● **Exercise**
Write out exactly the lines of the entries below from the one holding "M879,617L877,640L831,719L832,696Z" to the one holding "M496,556L550,588L461,653L406,620Z", inclusive, and leave out all other lines.

*** Material supplied ***

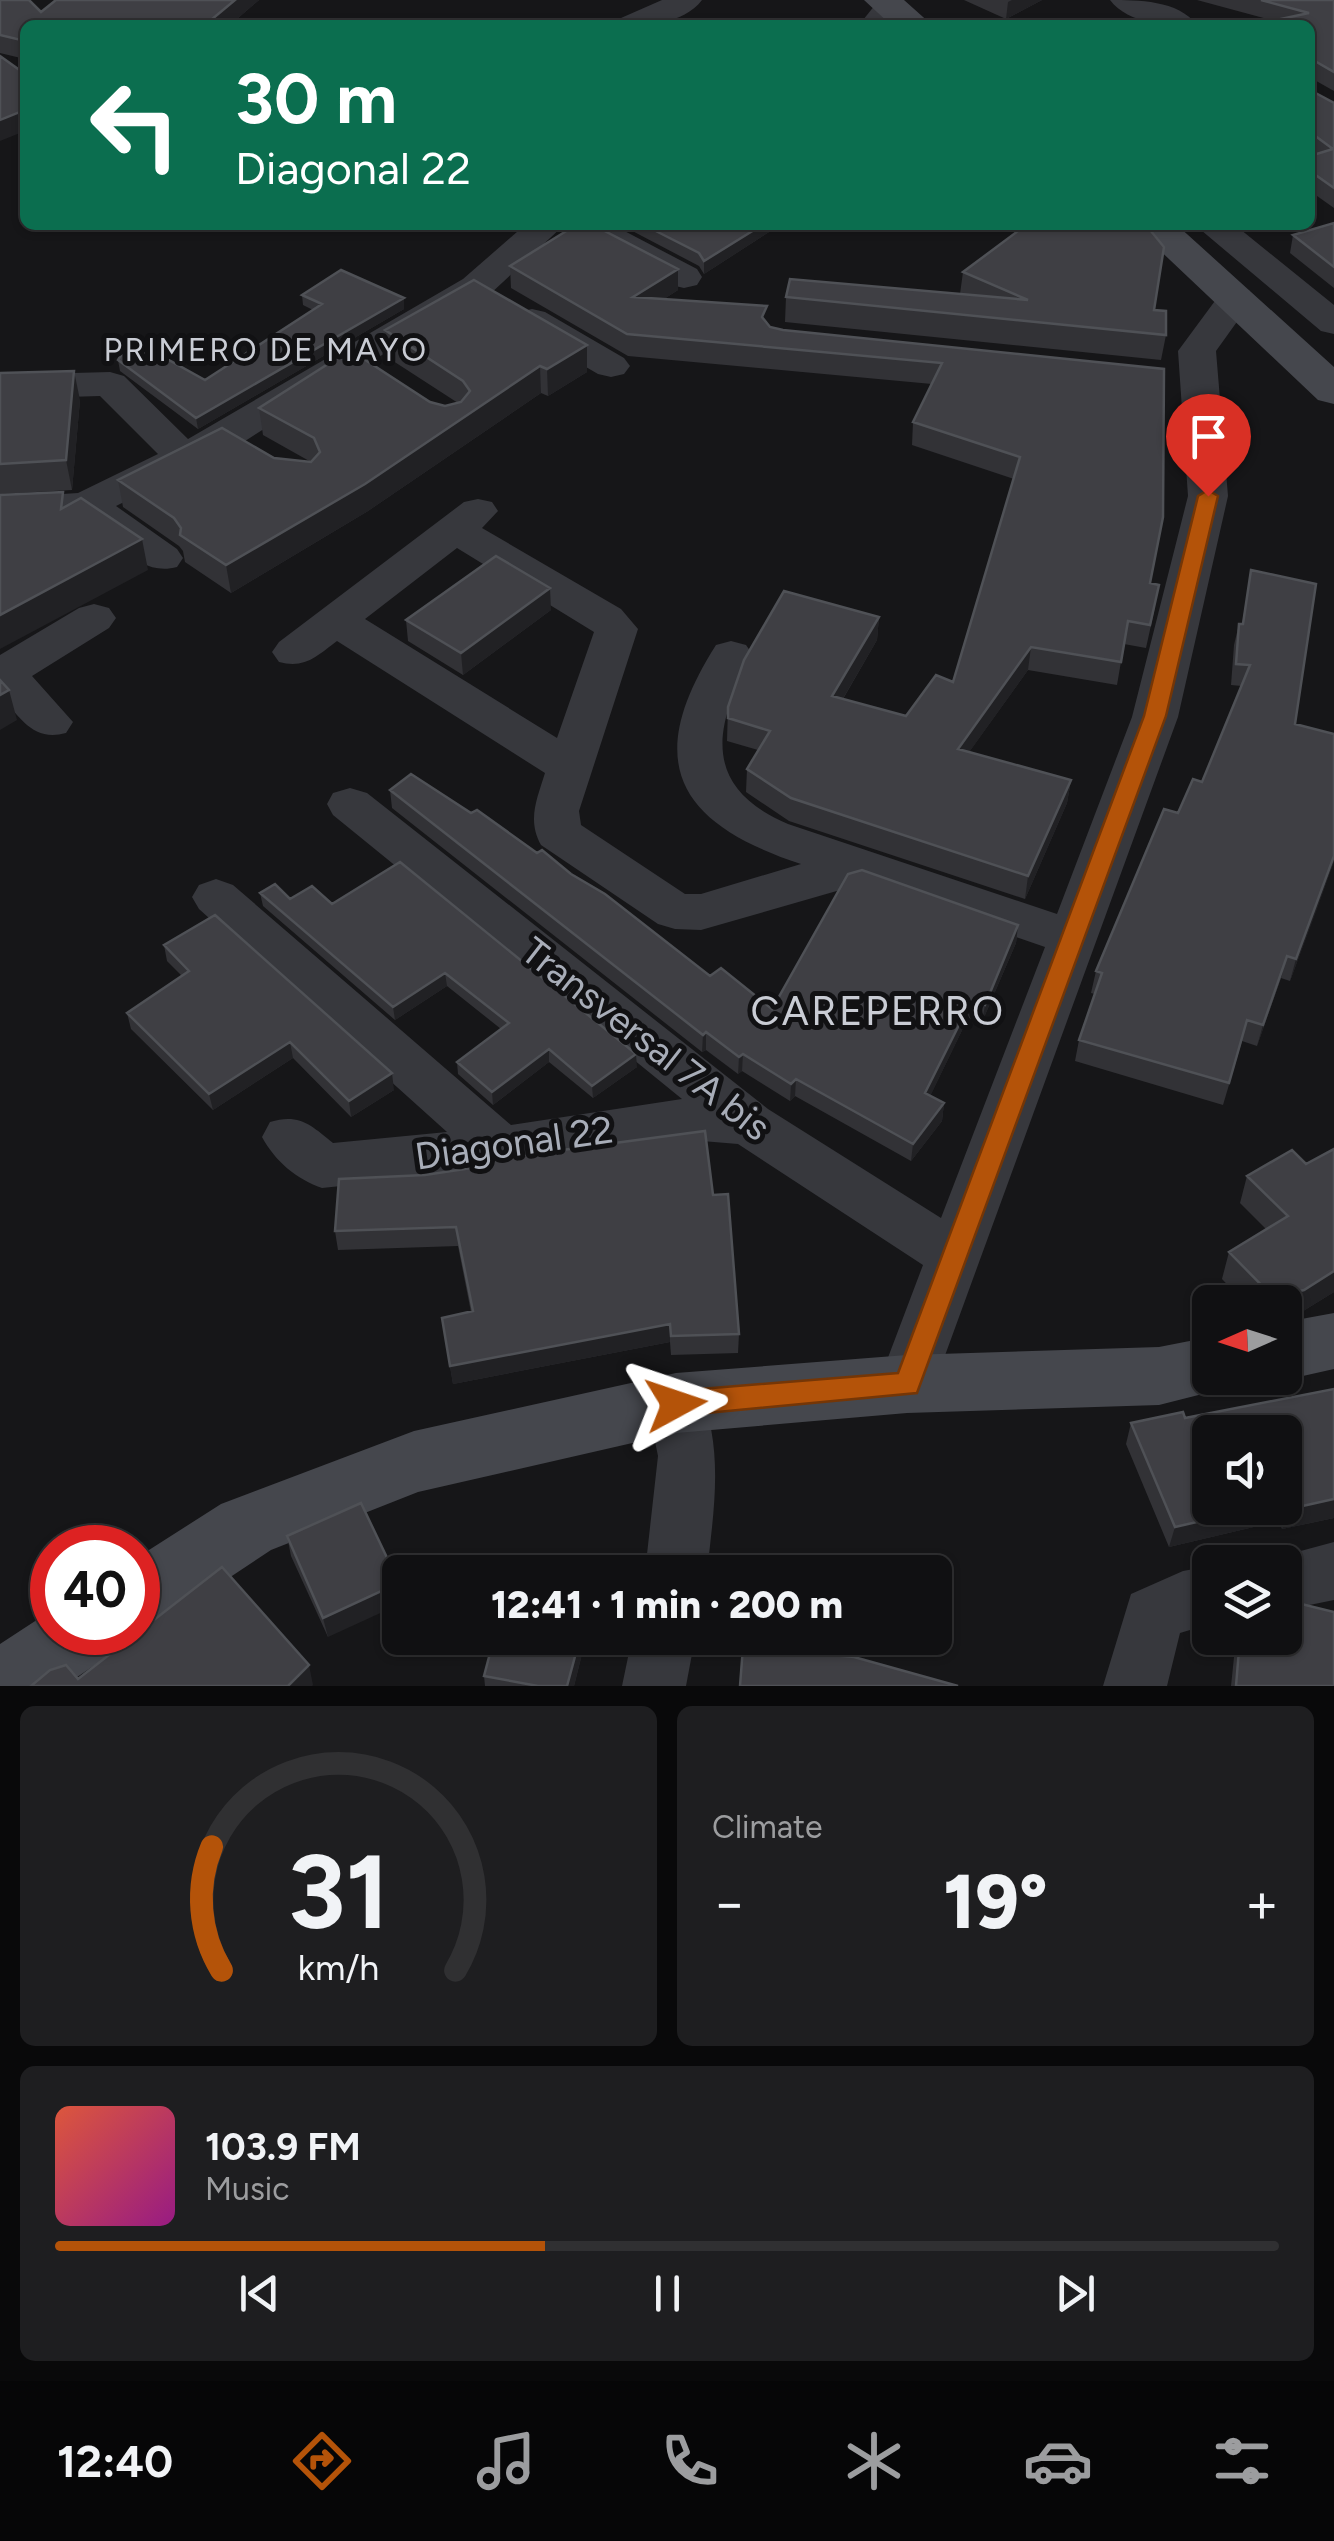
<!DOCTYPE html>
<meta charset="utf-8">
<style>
body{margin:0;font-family:Figtree,sans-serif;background:#1e1e20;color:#f1f3f6;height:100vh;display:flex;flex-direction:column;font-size:38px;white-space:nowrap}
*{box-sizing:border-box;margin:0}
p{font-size:32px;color:#9c9d9f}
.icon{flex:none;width:55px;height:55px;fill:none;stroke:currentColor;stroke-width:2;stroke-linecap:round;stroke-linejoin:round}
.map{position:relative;height:1686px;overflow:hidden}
.details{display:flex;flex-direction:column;gap:20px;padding:20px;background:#09090a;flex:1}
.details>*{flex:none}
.banner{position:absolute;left:20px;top:20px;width:1295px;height:210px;border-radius:15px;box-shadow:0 2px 8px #0004,0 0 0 2px #303032;background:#0b6e4f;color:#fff;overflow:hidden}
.needle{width:65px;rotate:267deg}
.fabs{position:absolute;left:1192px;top:1285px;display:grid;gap:20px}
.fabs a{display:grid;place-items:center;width:110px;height:110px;border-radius:15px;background:#101012;box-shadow:0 2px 8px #0004,0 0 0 2px #303032;font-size:50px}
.speed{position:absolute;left:30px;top:1525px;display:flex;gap:20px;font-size:50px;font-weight:700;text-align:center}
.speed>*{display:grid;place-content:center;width:130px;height:130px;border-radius:50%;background:#101012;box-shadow:0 2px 8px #0004,0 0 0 2px #303032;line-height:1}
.speed .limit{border:15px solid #d22;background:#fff;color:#111}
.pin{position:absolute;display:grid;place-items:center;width:85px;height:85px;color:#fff;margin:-102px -42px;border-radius:50% 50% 50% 0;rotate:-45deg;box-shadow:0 0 10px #0007}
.pin .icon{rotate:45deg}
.me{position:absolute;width:110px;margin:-55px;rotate:85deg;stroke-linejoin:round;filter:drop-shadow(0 0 8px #0008)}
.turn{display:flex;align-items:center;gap:35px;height:210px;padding:0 50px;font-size:45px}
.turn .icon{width:130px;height:130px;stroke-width:2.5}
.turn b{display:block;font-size:70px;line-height:85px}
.big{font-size:75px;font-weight:800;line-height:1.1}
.details .card{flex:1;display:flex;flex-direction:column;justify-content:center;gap:15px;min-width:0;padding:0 35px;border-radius:15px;background:#1e1e20}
.details .dial{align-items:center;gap:0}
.dial svg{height:260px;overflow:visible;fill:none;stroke:#303032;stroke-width:7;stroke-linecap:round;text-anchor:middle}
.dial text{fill:#f1f3f6;stroke:none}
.song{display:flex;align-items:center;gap:30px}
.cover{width:120px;height:120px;border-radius:15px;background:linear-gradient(135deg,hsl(10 70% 55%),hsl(310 70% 35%))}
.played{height:10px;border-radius:5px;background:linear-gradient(90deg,#b45309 40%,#303032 40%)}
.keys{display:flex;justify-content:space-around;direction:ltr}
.heat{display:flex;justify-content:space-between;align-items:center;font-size:55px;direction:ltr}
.details .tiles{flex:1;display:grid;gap:20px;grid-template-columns:1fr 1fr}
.card:last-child{grid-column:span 2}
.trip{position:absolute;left:382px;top:1555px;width:570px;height:100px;border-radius:15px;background:#101012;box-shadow:0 2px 8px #0004,0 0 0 2px #303032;font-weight:800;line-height:100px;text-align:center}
.menu{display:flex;height:160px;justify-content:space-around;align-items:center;background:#060607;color:#9c9d9f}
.menu .icon{width:70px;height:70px}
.menu .on{color:#b45309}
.menu b{font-size:45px;color:#f1f3f6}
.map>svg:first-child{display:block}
</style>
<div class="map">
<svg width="1334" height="1686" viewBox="0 0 1334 1686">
<rect width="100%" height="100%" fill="#161618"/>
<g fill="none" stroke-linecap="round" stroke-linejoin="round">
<path fill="#37383d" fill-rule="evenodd" d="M662,0H702C683,25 645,25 616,25L621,18Z
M879,0H901L905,6L891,25H859Z
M1110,0C1138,0 1178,0 1197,25C1168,25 1129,25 1110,0Z
M525,225H564L489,295L366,364L242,443L116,506L177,549L183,558L177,567C136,578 115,534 80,519C65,513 18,521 0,522V498L78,493L158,454L100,396L0,399V375L110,372L124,376L188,439L463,279Z
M568,225H613L697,269L702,277L697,285L684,288L671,285L574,232Z
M1195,225H1235L1334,305V334L1321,331Z
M1236,287L1249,290L1254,298L1216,351L1228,496L1178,717L928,1402L907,1409L886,1402L878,1384L923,1265L738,1144L690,1140L501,1169L322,1188C296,1179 275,1161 262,1137L270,1122C299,1113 311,1125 333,1143L447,1132L199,909L192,897L199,885L216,879L233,885L511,1125L682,1099L333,815L327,804L333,793L350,788L367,793L768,1109L941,1218L1045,947L861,884L701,930L675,929L658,924L541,845C527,820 537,799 545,773L337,641C317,656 305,669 279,662L272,652L279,642L464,502L478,499L492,502L498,511L482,528L621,609L638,629L579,811L581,825L685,894H701L801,864C676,823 642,761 716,645L731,641L746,645L753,655C713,726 701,787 788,824L1057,914L1132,717L1188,496L1178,351L1223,290ZM457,548L594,632L557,738L365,619Z
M532,309L545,312L624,358L630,366L624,374L611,377L598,374L519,328L513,320L519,312Z
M94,604L109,608L116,618L109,628L32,676L73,722L66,733C33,742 21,718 0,696V655L79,608Z
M676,1377L697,1385C725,1445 714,1508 707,1572H645L658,1456L647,1403L655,1385Z
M1334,1542V1600L1285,1610V1562L1263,1561Z
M1210,1566V1624L1180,1633L1167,1686H1103L1131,1594L1183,1571Z
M632,1638H695L686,1686H622Z"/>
<path fill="#45474d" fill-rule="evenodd" d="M864,0H904L932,25H891Z
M1133,225H1177L1334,367V404L1318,400Z
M1334,1313V1369L1285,1380L1279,1378H1285V1322Z
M1210,1337V1378H1238L1234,1386L1159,1405L907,1413L676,1433L418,1492L271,1550L164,1621L138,1630V1557L221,1504L414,1431L676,1373L907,1355L1159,1347Z
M52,1610V1632H118L108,1656L64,1686H0V1644Z"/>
</g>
<path fill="#323236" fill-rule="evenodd" d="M0,0L41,12L56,0H259L230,25H25V59L0,53Z
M964,0H1042L1006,19Z
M1197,0H1334V91L1311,78L1271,20Z
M1310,90L1334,103V208L1310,191V156L1314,155L1310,152Z
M1334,223V288L1290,253L1293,235Z
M621,225H780L704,274L699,266Z
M1013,225H1146L1154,310L1166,335L1161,360L785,322L786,297L960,294L963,272L1019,230Z
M510,266L678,290L664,299L767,323L770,327L783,330L1164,369L1150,583L1155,607L1146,648L1124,644L1117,685L1028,670L969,752L1071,780L1067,803L1025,899L789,821L746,792L747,769L758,750L727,741L728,707L879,617L877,640L843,699L906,716L953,682L1014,479L912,445L913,422L932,384L628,356L511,288Z
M302,295L404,298V309L198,429L120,371L118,360L205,380L313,310L303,305Z
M385,330L587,345V372L548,396L541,393L368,511L231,593L185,562L183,551L179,546L123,507L118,480L274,458L311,462L263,435L259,408L430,402L445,406L458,403L387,357Z
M0,373L80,400L72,490L0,494Z
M1251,570L1295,724L1334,734V861L1290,981L1281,978L1257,1046L1242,1041L1223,1105L1075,1061L1079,1040L1095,994L1091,993L1096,971L1178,813L1202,782L1242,686L1231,685L1234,645L1239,624H1242Z
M551,610L463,675L408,641L406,620Z
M390,790L471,813L571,874L710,976L772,1009L1018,925L1016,943L982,1022L968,1018L930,1096L944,1103L942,1121L911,1161L795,1096L790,1101L742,1071L738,1074L706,1050L702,1052L392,808Z
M260,893L290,899L332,904L637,1067L593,1098L549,1062L493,1105L458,1074L457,1062L501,1029L447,986L395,1020L263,906Z
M164,945L394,1090L351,1117L293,1058L213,1110L131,1029L127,1013L182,976L167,961Z
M1334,1149V1292L1295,1316L1285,1319V1302H1244L1222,1279L1229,1252L1266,1229L1240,1203L1247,1176L1306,1164Z
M713,1195L739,1334L738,1353L671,1355L670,1342L453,1384L442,1318L471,1312L458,1246L338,1250L335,1231Z
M1334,1389V1518L1282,1529L1279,1521L1169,1547L1126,1444L1131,1423L1185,1418ZM1285,1432V1508H1210Z
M361,1503L328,1637L291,1556L287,1536Z
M586,1638L574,1686H485L484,1676Z
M1236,1638H1285L1334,1686H1231Z"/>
<path fill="#212124" d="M235,0H259L230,25H205Z
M1012,0H1042L1006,19L1008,2Z
M25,110V131L0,141V120Z
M762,225H780L704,274V261Z
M678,269V290L633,319V297Z
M404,298V309L198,429L196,418Z
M587,345V372L548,396L547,369Z
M540,366L541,393L368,511L231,593L226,565Z
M74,371L80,400L72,490L66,460Z
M142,539L148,570L0,649V615Z
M550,588L551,610L463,675L461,653Z
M879,617L877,640L831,719L832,696Z
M1031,647L1028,670L955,772L958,749Z
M9,690L17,720L0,730V695Z
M1071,780L1067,803L1025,899L1028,876Z
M1334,856V861L1317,909L1290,981L1296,959Z
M1018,925L1016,943L982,1022L985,1005Z
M1287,956L1281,978L1257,1046L1263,1025Z
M445,973L447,986L395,1020L393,1007Z
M971,1001L968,1018L923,1111L925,1093Z
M706,1032V1050L702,1052L703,1035Z
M290,1042L293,1058L213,1110L209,1094Z
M549,1049V1062L493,1105L492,1092Z
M636,1054L637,1067L593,1098L592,1086Z
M743,1054L742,1071L738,1074L739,1057Z
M392,1073L394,1090L351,1117L349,1101Z
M796,1079L795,1096L790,1101L791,1084Z
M944,1103L942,1121L911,1161L913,1144Z
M1334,1271V1292L1295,1316L1285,1319V1302H1283L1291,1293Z
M670,1324V1342L453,1384L450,1366Z
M1334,1499V1518L1282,1529L1289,1509Z
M1258,1508H1283L1279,1521L1169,1547L1175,1527Z
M399,1583L400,1604L328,1637L323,1618Z
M580,1638H586L574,1686H567Z
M309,1665L313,1685L312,1686H288Z"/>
<path fill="#3f3f44" stroke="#4f5156" stroke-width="2.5" d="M0,0H29L41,12L56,0H235L205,25H174L162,22L158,25H25V41L0,35Z
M1261,0H1334V72L1313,60L1310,87V25H1252L1309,13Z
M0,56L25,74V110L0,120Z
M1310,90L1334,103V188L1310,171V156L1333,149L1310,132Z
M1334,223V267L1293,235Z
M576,225H593L678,269L633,297L767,306L762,317L770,327L783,330L1164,369L1163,517L1150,583L1159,585L1150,625L1128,621L1121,662L1031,647L958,749L1071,780L1028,876L791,798L747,769L770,731L728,718V707L744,660L784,591L879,617L832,696L906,716L936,675L953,682L1020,457L913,422L942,363L627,334L510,266Z
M644,225H762L704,261L699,253Z
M1026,225H1146L1164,247L1154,310L1166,311V335L786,297L790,279L1028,300L963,272Z
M341,270L404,298L196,418L118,360L131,339L205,380L322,304L302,295Z
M474,280L587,345L547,369L540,366L365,484L226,565L180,535L181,528L174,518L118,480L222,428L274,458L311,462L320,452L314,438L259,408L350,350L430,402L445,406L461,402L470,391L463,381L385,330Z
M74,371L66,460L0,464V373Z
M63,492L61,509L81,498L142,539L0,615V495Z
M496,556L550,588L461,653L406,620Z
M1251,570L1316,584L1295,724L1334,734V856L1296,959L1287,956L1263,1025L1247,1020L1229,1083L1079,1040L1102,973L1096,971L1164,809L1178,813L1193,779L1202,782L1250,665L1236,664L1239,624H1243Z
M0,680L9,690L0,695Z
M411,774L471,813L477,810L537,853L542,850L571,874L605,894L710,976L721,968L772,1009L848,874L862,870L1018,925L985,1005L971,1001L925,1093L944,1103L913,1144L796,1079L791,1084L743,1054L739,1057L706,1032L703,1035L390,790Z
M400,862L636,1054L592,1086L549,1049L492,1092L457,1062L509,1023L445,973L393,1007L260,893L275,884L290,899L312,886L332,904Z
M215,915L392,1073L349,1101L290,1042L209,1094L127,1013L189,971L164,945Z
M705,1131L713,1195L728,1194L739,1334L671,1336L670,1324L450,1366L442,1318L473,1311L456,1227L335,1231L339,1179L425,1175L472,1168V1162Z
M1334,1149V1271L1304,1290L1291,1293L1290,1298L1283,1302H1278L1229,1252L1288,1216L1247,1176L1292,1150L1306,1164Z
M1334,1389V1499L1289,1509L1285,1501V1432H1210V1508H1258L1175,1527L1131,1423L1183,1412L1185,1418Z
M361,1503L399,1583L323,1618L287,1536Z
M222,1567L309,1665L288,1686H31L50,1670L66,1665L78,1679Z
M1285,1600L1334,1612V1686H1236L1240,1638H1285Z
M494,1638H580L567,1686H538L484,1676Z
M743,1647L854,1657L958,1686H740Z"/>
<path fill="#b45309" stroke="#753606" stroke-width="2.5" d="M1208,490L1218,496L1166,716L917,1393L676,1416L666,1412L662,1404L666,1395L676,1391L898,1373L1144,716L1198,496Z"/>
<g text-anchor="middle" stroke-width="10" stroke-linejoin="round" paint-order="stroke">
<g font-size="32" letter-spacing="2.5" fill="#c9ccd4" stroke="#111113">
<text x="266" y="361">PRIMERO DE MAYO</text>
</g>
<g font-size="38" fill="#a8adb8" stroke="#111113">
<text transform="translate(646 1039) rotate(38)" y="13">Transversal 7A bis</text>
<text transform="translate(514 1143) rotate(-8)" y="13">Diagonal 22</text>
</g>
<g font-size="40" letter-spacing="2.5" fill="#c9ccd4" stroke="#111113">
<text x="878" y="1025">CAREPERRO</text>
</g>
</g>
</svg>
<div class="fabs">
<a><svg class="needle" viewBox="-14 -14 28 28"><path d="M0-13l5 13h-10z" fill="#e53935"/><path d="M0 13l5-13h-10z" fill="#9c9d9f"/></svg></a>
<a><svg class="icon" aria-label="sound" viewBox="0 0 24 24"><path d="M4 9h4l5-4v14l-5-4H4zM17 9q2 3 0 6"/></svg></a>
<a><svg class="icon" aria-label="layers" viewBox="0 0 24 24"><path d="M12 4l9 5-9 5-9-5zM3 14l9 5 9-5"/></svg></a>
</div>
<div class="speed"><div class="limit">40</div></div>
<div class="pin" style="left:1208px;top:496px;background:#d93025"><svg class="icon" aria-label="arrive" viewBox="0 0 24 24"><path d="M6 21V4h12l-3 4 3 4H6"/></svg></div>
<svg class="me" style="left:676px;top:1404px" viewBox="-20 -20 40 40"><path d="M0-17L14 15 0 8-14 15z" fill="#b45309" stroke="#fff" stroke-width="4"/></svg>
<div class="trip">12:41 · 1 min · 200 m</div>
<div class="banner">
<div class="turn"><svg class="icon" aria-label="left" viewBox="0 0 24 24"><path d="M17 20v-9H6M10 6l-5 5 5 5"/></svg><div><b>30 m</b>Diagonal 22</div></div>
</div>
</div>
<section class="details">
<div class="tiles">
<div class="card dial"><svg viewBox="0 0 100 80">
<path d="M14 69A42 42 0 1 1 86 69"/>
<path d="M14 69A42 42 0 0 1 11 31" stroke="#b45309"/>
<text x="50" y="56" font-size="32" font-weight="700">31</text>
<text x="50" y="72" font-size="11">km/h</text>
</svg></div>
<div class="card"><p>Climate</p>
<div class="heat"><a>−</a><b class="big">19°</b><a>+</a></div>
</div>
<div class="card">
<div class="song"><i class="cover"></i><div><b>103.9 FM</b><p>Music</p></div></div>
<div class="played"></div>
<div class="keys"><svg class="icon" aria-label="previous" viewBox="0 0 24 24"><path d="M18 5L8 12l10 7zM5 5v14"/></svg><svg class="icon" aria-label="pause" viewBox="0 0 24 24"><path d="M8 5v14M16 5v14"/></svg><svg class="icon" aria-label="next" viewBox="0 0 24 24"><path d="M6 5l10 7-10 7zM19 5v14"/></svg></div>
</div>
</div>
</section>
<nav class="menu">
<b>12:40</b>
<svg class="icon on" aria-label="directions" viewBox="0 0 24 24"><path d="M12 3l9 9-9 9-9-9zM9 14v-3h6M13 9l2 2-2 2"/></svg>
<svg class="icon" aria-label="music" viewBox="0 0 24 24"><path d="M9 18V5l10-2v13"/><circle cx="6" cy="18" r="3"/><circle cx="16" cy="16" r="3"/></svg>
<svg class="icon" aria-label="phone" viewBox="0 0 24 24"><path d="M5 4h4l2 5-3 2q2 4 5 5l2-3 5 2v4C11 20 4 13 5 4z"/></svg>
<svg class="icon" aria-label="climate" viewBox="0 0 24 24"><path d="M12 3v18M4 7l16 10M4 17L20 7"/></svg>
<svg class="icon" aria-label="car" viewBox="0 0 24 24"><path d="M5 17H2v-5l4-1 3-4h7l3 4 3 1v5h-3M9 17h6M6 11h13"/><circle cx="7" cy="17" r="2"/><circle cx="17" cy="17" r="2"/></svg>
<svg class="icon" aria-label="filters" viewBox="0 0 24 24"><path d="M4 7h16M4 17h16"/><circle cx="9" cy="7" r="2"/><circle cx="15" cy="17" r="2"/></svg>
</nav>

***

● **Solution for this task**
M879,617L877,640L831,719L832,696Z
M1031,647L1028,670L955,772L958,749Z
M9,690L17,720L0,730V695Z
M1071,780L1067,803L1025,899L1028,876Z
M1334,856V861L1317,909L1290,981L1296,959Z
M1018,925L1016,943L982,1022L985,1005Z
M1287,956L1281,978L1257,1046L1263,1025Z
M445,973L447,986L395,1020L393,1007Z
M971,1001L968,1018L923,1111L925,1093Z
M706,1032V1050L702,1052L703,1035Z
M290,1042L293,1058L213,1110L209,1094Z
M549,1049V1062L493,1105L492,1092Z
M636,1054L637,1067L593,1098L592,1086Z
M743,1054L742,1071L738,1074L739,1057Z
M392,1073L394,1090L351,1117L349,1101Z
M796,1079L795,1096L790,1101L791,1084Z
M944,1103L942,1121L911,1161L913,1144Z
M1334,1271V1292L1295,1316L1285,1319V1302H1283L1291,1293Z
M670,1324V1342L453,1384L450,1366Z
M1334,1499V1518L1282,1529L1289,1509Z
M1258,1508H1283L1279,1521L1169,1547L1175,1527Z
M399,1583L400,1604L328,1637L323,1618Z
M580,1638H586L574,1686H567Z
M309,1665L313,1685L312,1686H288Z"/>
<path fill="#3f3f44" stroke="#4f5156" stroke-width="2.5" d="M0,0H29L41,12L56,0H235L205,25H174L162,22L158,25H25V41L0,35Z
M1261,0H1334V72L1313,60L1310,87V25H1252L1309,13Z
M0,56L25,74V110L0,120Z
M1310,90L1334,103V188L1310,171V156L1333,149L1310,132Z
M1334,223V267L1293,235Z
M576,225H593L678,269L633,297L767,306L762,317L770,327L783,330L1164,369L1163,517L1150,583L1159,585L1150,625L1128,621L1121,662L1031,647L958,749L1071,780L1028,876L791,798L747,769L770,731L728,718V707L744,660L784,591L879,617L832,696L906,716L936,675L953,682L1020,457L913,422L942,363L627,334L510,266Z
M644,225H762L704,261L699,253Z
M1026,225H1146L1164,247L1154,310L1166,311V335L786,297L790,279L1028,300L963,272Z
M341,270L404,298L196,418L118,360L131,339L205,380L322,304L302,295Z
M474,280L587,345L547,369L540,366L365,484L226,565L180,535L181,528L174,518L118,480L222,428L274,458L311,462L320,452L314,438L259,408L350,350L430,402L445,406L461,402L470,391L463,381L385,330Z
M74,371L66,460L0,464V373Z
M63,492L61,509L81,498L142,539L0,615V495Z
M496,556L550,588L461,653L406,620Z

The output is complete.